YOUR GOAL:
Full transcription, minus images: write out the listing below exactly as it appears.

INPUT MATERIAL:
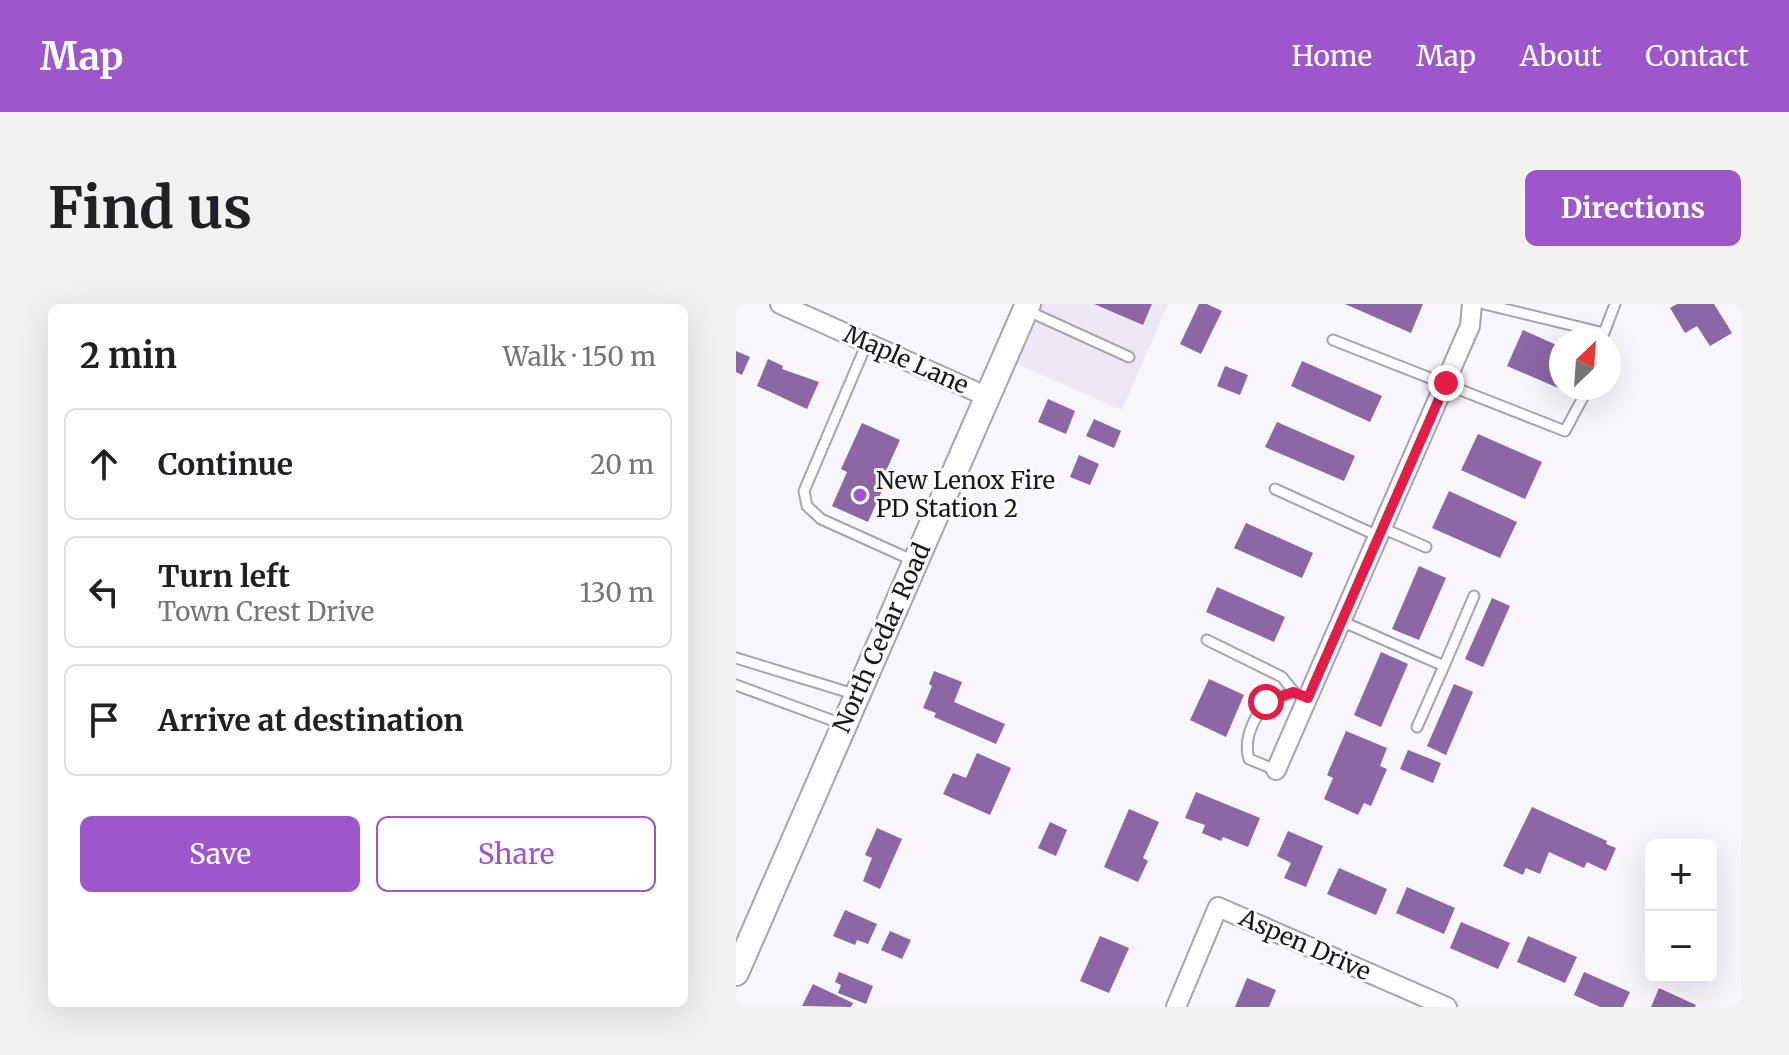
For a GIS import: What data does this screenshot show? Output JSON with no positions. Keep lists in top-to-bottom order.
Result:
{
  "streets": {
    "street": ["Maple Lane", "North Cedar Road", "Aspen Drive"]
  },
  "crossings": [
    ["Maple Lane", "North Cedar Road"]
  ],
  "places": ["New Lenox Fire PD Station 2"],
  "north": "top right",
  "page": {
    "header": "Map",
    "nav": [
      "Home",
      "Map",
      "About",
      "Contact"
    ],
    "buttons": [
      "Directions",
      ["Save", "Share"]
    ],
    "title": "Find us",
    "heading": ["2 min", "Walk · 150 m"],
    "list": [
      ["Continue", "20 m"],
      ["Turn left", "Town Crest Drive", "130 m"],
      "Arrive at destination"
    ],
    "map_buttons": ["+", "−"]
  }
}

OUTPUT:
For a GIS import: What data does this screenshot show? Output JSON with no positions. Keep lists in top-to-bottom order.
Result:
{
  "streets": {
    "street": ["Maple Lane", "North Cedar Road", "Aspen Drive"]
  },
  "crossings": [
    ["Maple Lane", "North Cedar Road"]
  ],
  "places": ["New Lenox Fire PD Station 2"],
  "north": "top right",
  "page": {
    "header": "Map",
    "nav": [
      "Home",
      "Map",
      "About",
      "Contact"
    ],
    "buttons": [
      "Directions",
      ["Save", "Share"]
    ],
    "title": "Find us",
    "heading": ["2 min", "Walk · 150 m"],
    "list": [
      ["Continue", "20 m"],
      ["Turn left", "Town Crest Drive", "130 m"],
      "Arrive at destination"
    ],
    "map_buttons": ["+", "−"]
  }
}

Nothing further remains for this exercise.